Besides his wife and children, he leaves his father, three sisters, and two stepbrothers, Paul '49 and Robert '54 to all of whom the sincere sympathy of the Class is extended.

1957

On October 22, 1962 Capt. FREDERICK RICHARD MEINIG, an instructor stationed at Williams Air Force Base, Arizona, was killed in an airplane accident. He was on a routine training flight with a student. On approaching the landing strip they had engine failure. The student ejected safely but Fred did not have enough altitude left when he ejected.

Fred came to Dartmouth from Wyomissing High School, Wyomissing, Pa., where he was the president of the Hi-Y, played football, and was the captain of the basketball team. While at Dartmouth, Fred was extremely active, well-known and well-liked - majoring in psychology, a brother of Delta Upsilon, her social chairman; in the Undergraduate Council; in the Air Force ROTC; and the executive manager of the Intramural Department.
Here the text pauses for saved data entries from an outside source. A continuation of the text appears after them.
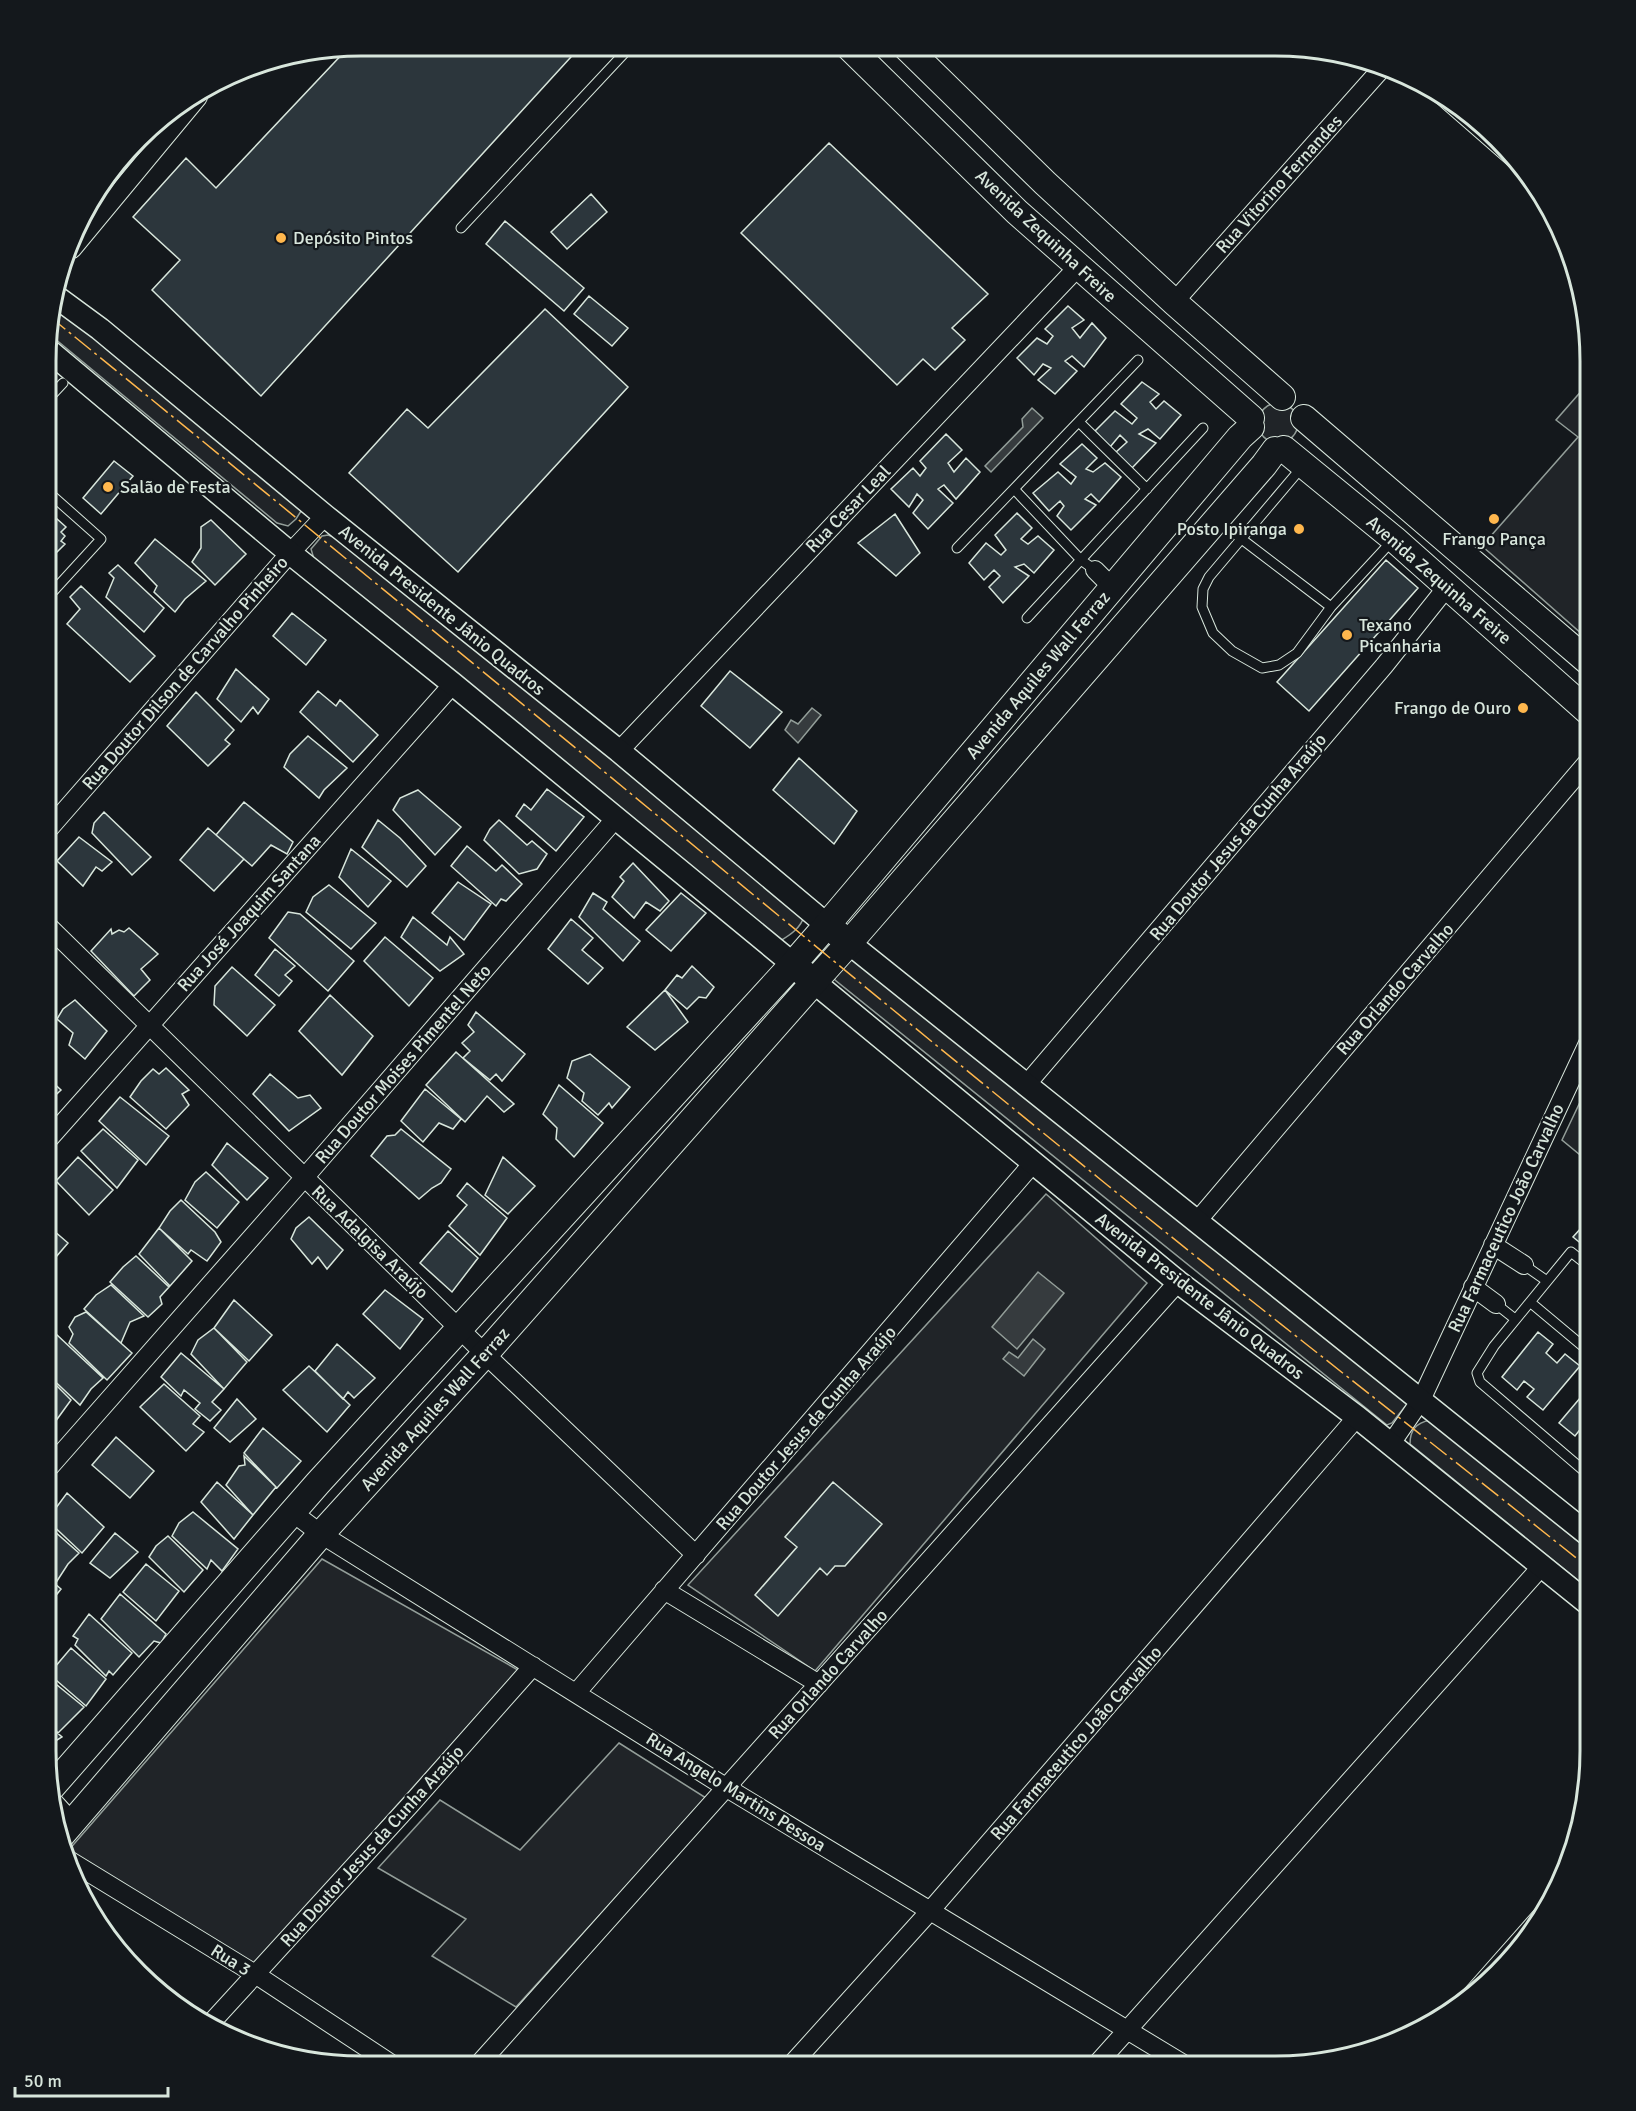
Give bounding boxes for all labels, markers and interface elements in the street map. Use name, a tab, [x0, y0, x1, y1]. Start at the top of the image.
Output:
street label: Rua Vitorino Fernandes	[1211, 110, 1347, 258]
street label: Avenida Zequinha Freire	[971, 165, 1121, 307]
place label: Depósito Pintos	[293, 227, 413, 249]
marker: Depósito Pintos	[274, 231, 288, 245]
street label: Rua Cesar Leal	[801, 461, 895, 557]
place label: Salão de Festa	[120, 476, 231, 498]
marker: Salão de Festa	[101, 480, 115, 494]
street label: Avenida Zequinha Freire	[1362, 511, 1516, 649]
marker: Frango Pança	[1487, 512, 1501, 526]
place label: Posto Ipiranga	[1177, 518, 1287, 540]
street label: Avenida Presidente Jânio Quadros	[334, 520, 550, 700]
marker: Posto Ipiranga	[1292, 522, 1306, 536]
place label: Frango Pança	[1442, 528, 1546, 550]
street label: Rua Doutor Dilson de Carvalho Pinheiro	[77, 552, 293, 794]
street label: Avenida Aquiles Wall Ferraz	[961, 587, 1115, 763]
place label: Texano Picanharia	[1359, 614, 1441, 657]
marker: Texano Picanharia	[1340, 628, 1354, 642]
place label: Frango de Ouro	[1394, 697, 1511, 719]
marker: Frango de Ouro	[1516, 701, 1530, 715]
street label: Rua Doutor Jesus da Cunha Araújo	[1145, 729, 1331, 945]
street label: Rua José Joaquim Santana	[173, 830, 325, 996]
street label: Rua Orlando Carvalho	[1332, 918, 1458, 1060]
street label: Rua Doutor Moises Pimentel Neto	[310, 960, 496, 1168]
street label: Rua Farmaceutico João Carvalho	[1443, 1100, 1569, 1336]
street label: Rua Adalgisa Araújo	[307, 1181, 433, 1303]
street label: Avenida Presidente Jânio Quadros	[1091, 1208, 1309, 1384]
street label: Rua Doutor Jesus da Cunha Araújo	[711, 1321, 901, 1535]
street label: Avenida Aquiles Wall Ferraz	[356, 1323, 514, 1495]
street label: Rua Orlando Carvalho	[764, 1604, 892, 1744]
street label: Rua Farmaceutico João Carvalho	[986, 1641, 1166, 1845]
street label: Rua Angelo Martins Pessoa	[642, 1728, 830, 1856]
street label: Rua Doutor Jesus da Cunha Araújo	[276, 1741, 468, 1951]
street label: Rua 3	[207, 1939, 255, 1981]
scale bar	[15, 2060, 168, 2098]
text: 50 m	[24, 2070, 62, 2092]

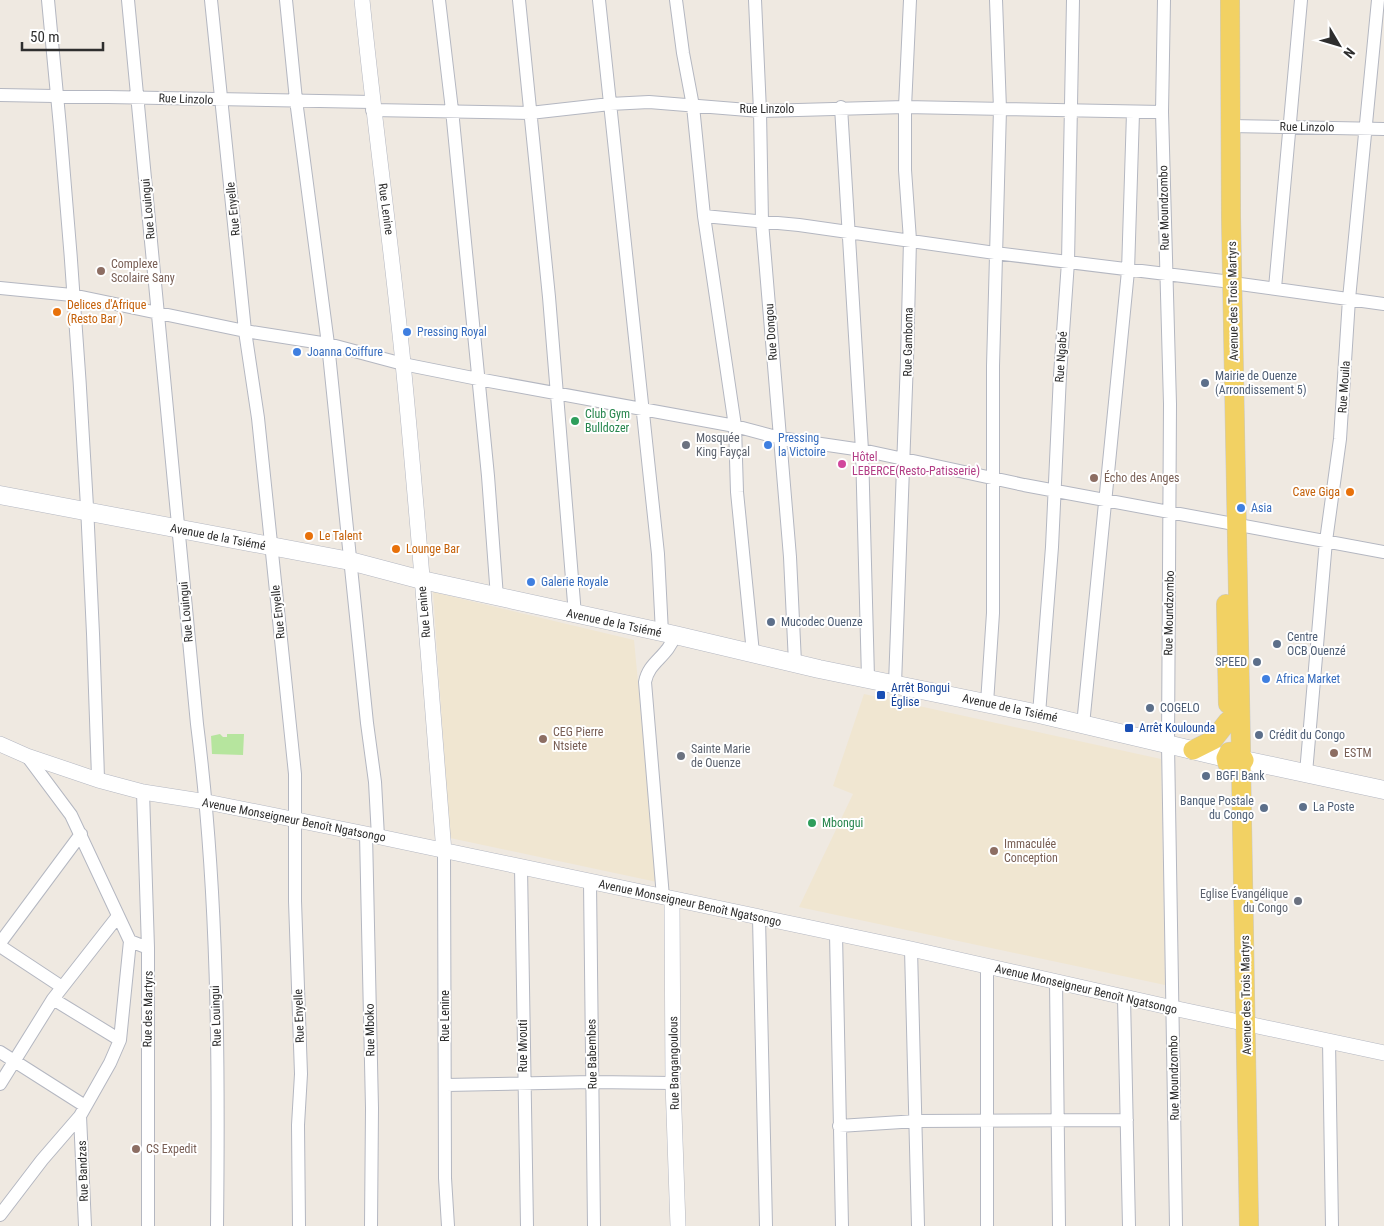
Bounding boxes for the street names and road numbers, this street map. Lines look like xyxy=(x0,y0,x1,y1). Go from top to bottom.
street label: Rue Linzolo xyxy=(158,91,214,107)
street label: Rue Linzolo xyxy=(740,102,794,116)
street label: Rue Linzolo xyxy=(1279,120,1335,134)
street label: Rue Moundzombo xyxy=(1156,165,1172,251)
street label: Rue Louingui xyxy=(138,178,158,240)
street label: Rue Enyelle xyxy=(223,181,243,237)
street label: Rue Lenine xyxy=(375,182,397,236)
street label: Avenue des Trois Martyrs xyxy=(1225,241,1241,361)
street label: Rue Dongou xyxy=(762,303,780,361)
street label: Rue Gamboma xyxy=(900,307,916,377)
street label: Rue Ngabé xyxy=(1052,331,1070,383)
street label: Rue Mouila xyxy=(1335,360,1353,414)
street label: Avenue de la Tsiémé xyxy=(169,521,267,553)
street label: Rue Moundzombo xyxy=(1161,570,1177,656)
street label: Rue Louingui xyxy=(176,581,196,643)
street label: Rue Enyelle xyxy=(268,584,288,640)
street label: Rue Lenine xyxy=(415,585,433,638)
street label: Avenue de la Tsiémé xyxy=(565,606,663,640)
street label: Avenue de la Tsiémé xyxy=(961,691,1059,725)
street label: Avenue Monseigneur Benoît Ngatsongo xyxy=(201,795,387,845)
street label: Avenue Monseigneur Benoît Ngatsongo xyxy=(597,877,783,929)
street label: Avenue des Trois Martyrs xyxy=(1238,935,1254,1055)
street label: Avenue Monseigneur Benoît Ngatsongo xyxy=(993,961,1179,1017)
street label: Rue des Martyrs xyxy=(140,970,156,1048)
street label: Rue Louingui xyxy=(208,985,224,1047)
street label: Rue Enyelle xyxy=(291,988,307,1043)
street label: Rue Lenine xyxy=(438,990,452,1042)
street label: Rue Mboko xyxy=(363,1003,377,1057)
street label: Rue Bangangoulous xyxy=(666,1016,682,1110)
street label: Rue Babembes xyxy=(584,1019,600,1089)
street label: Rue Mvouti xyxy=(516,1020,530,1072)
street label: Rue Moundzombo xyxy=(1166,1035,1182,1121)
street label: Rue Bandzas xyxy=(75,1140,91,1202)

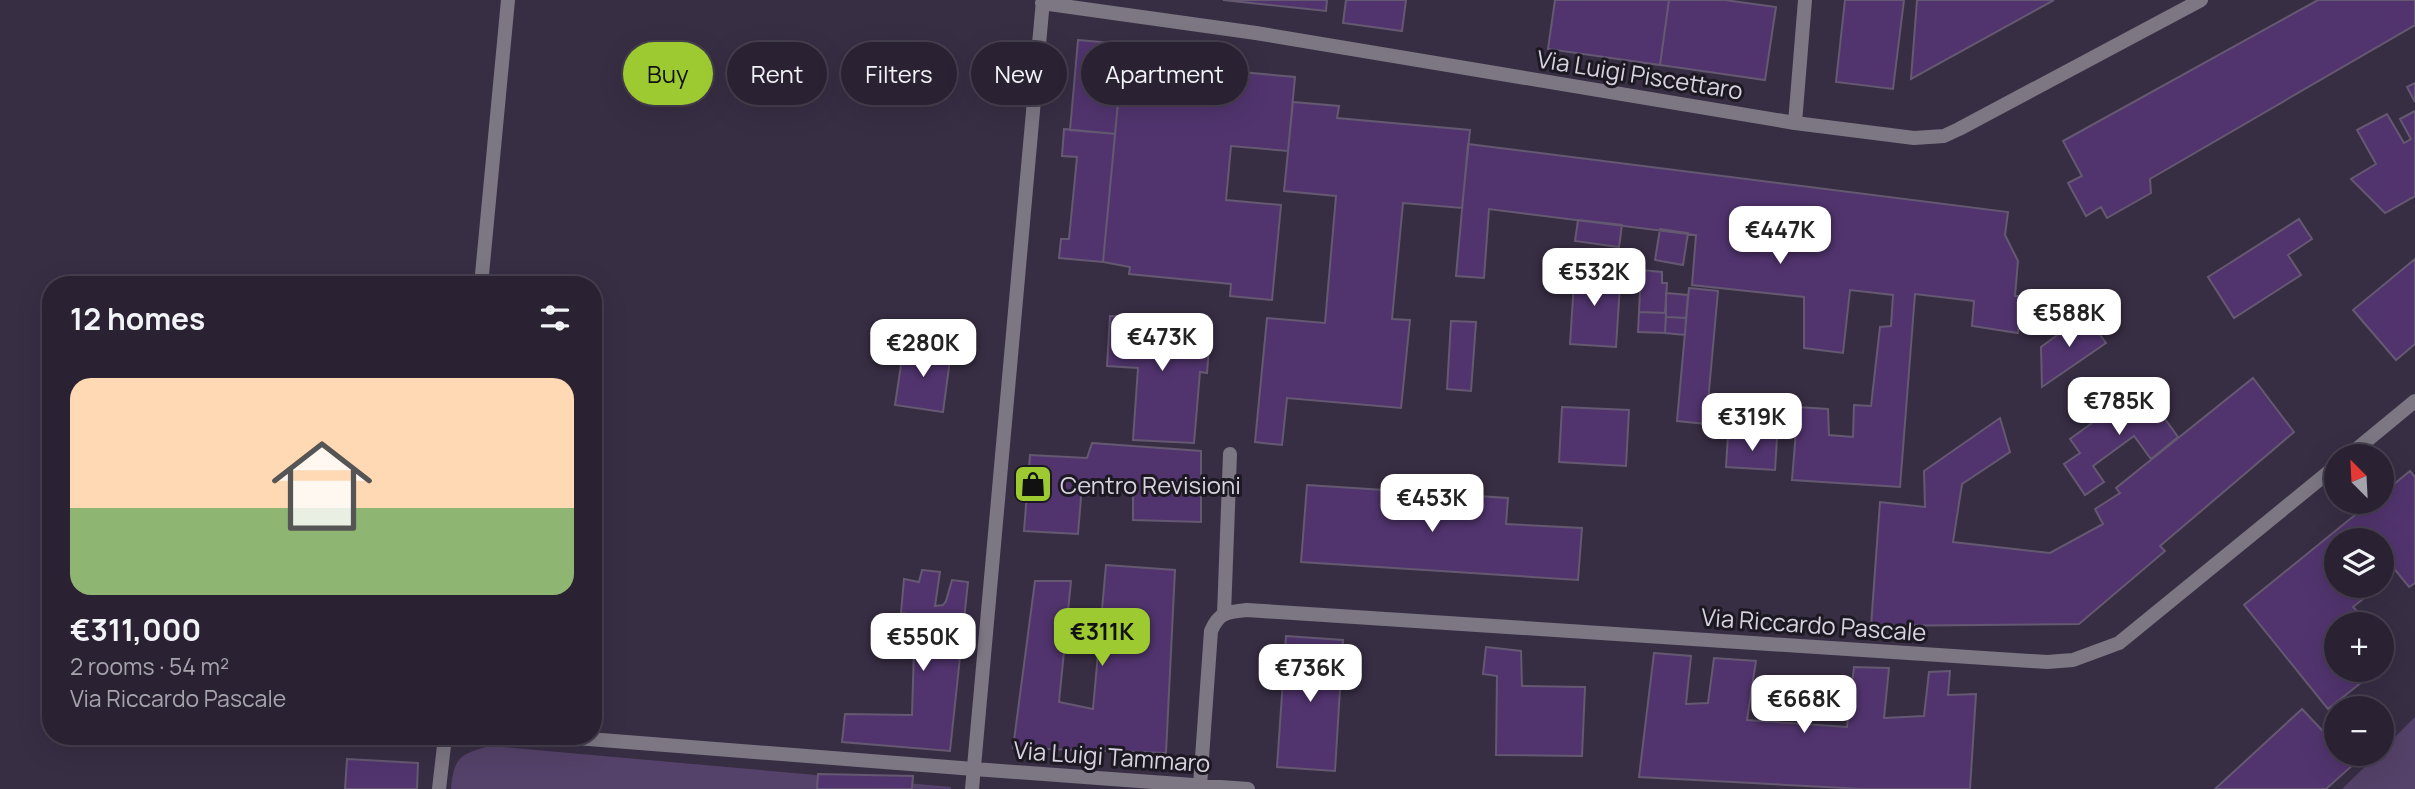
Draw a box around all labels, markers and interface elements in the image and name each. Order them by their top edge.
street label: Via Luigi Piscettaro [1535,41,1745,107]
chip: Buy [623,42,713,105]
chip: Rent [727,42,827,105]
chip: Filters [841,42,957,105]
chip: New [971,42,1067,105]
chip: Apartment [1081,42,1248,105]
pin: €447K [1731,206,1829,266]
text: €447K [1745,213,1815,245]
pin: €532K [1545,248,1643,308]
text: €532K [1558,255,1630,287]
pin: €588K [2020,290,2118,349]
text: €588K [2033,296,2105,328]
text: 12 homes [70,298,205,339]
icon: filters [536,299,574,337]
pin: €473K [1113,314,1211,373]
pin: €280K [874,320,972,379]
text: €473K [1127,320,1197,352]
text: €280K [886,326,960,358]
pin: €785K [2070,378,2168,437]
text: €785K [2084,384,2154,416]
pin: €319K [1703,393,1801,453]
text: €319K [1718,400,1786,432]
icon: home [259,423,385,549]
north arrow [2324,444,2394,514]
map controls [2324,444,2394,766]
shop icon: Centro Revisioni [1012,463,1054,505]
place label: Centro Revisioni [1060,468,1241,501]
pin: €453K [1383,475,1481,534]
text: €453K [1397,481,1467,513]
button: layers [2324,528,2394,598]
street label: Via Riccardo Pascale [1700,600,1928,648]
pin: €311K [1053,608,1151,668]
text: €311,000 [70,609,201,650]
button: + [2324,612,2394,682]
pin: €550K [874,614,972,673]
text: €311K [1070,615,1134,647]
text: €550K [887,620,959,652]
pin: €736K [1261,644,1359,704]
text: 2 rooms · 54 m² [70,650,229,682]
text: €736K [1275,651,1345,683]
pin: €668K [1755,676,1853,735]
text: Via Riccardo Pascale [70,682,286,714]
text: €668K [1767,682,1841,714]
button: − [2324,696,2394,766]
street label: Via Luigi Tammaro [1013,733,1211,779]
After graduation Fred joined the Air Force and went to Greenville, Miss., to take his pilot training. It was. here that Fred and his wife Mary teamed up to win the Class Boy award by having a son, David Frederick Meinig. It is to Fred's wife Mary and family and to Fred's parents, Mr. and Mrs. Carl H. Meinig of Wyomissing, Pa., that the Class of 1957 extends its sympathies for the unfulfilled hopes and dreams. We are proud to have known Fred.

1960

DOUGLAS ALAN HORSBURGH died August 14, 1962 in Hanover, N.H., as a result of injuries sustained in a motorcycle accident on July 27 in Hanover.

Born November 12, 1938 in Wyandotte, Mich., Doug moved to Ontario, Calif., and attended Chaffey Union High School before entering Dartmouth in the fall of 1956. While at Dartmouth he earned his numerals in freshman football, was a member of Phi Delta Theta fraternity, and achieved distinction in his psychology major.

After receiving his A.B. degree in 1961, Doug entered the Dartmouth Medical School. He had completed his first year of medical education and was engaged in a summer research project in electron microscopy at the Medical School before his death. At the Medical School as in the college, Doug was once again an active participant in extracurricular activities serving as treasurer of Alpha Kappa Kappa fraternity.

Among his friends, Doug will long be remembered as an individual who possessed a deep and genuine concern for mankind, an artistic creativity, and a warm personality. To Doug's parents, Mr. and Mrs. John Horsburgh of Ontario, the Class of 1960 extends its sincerest sympathy.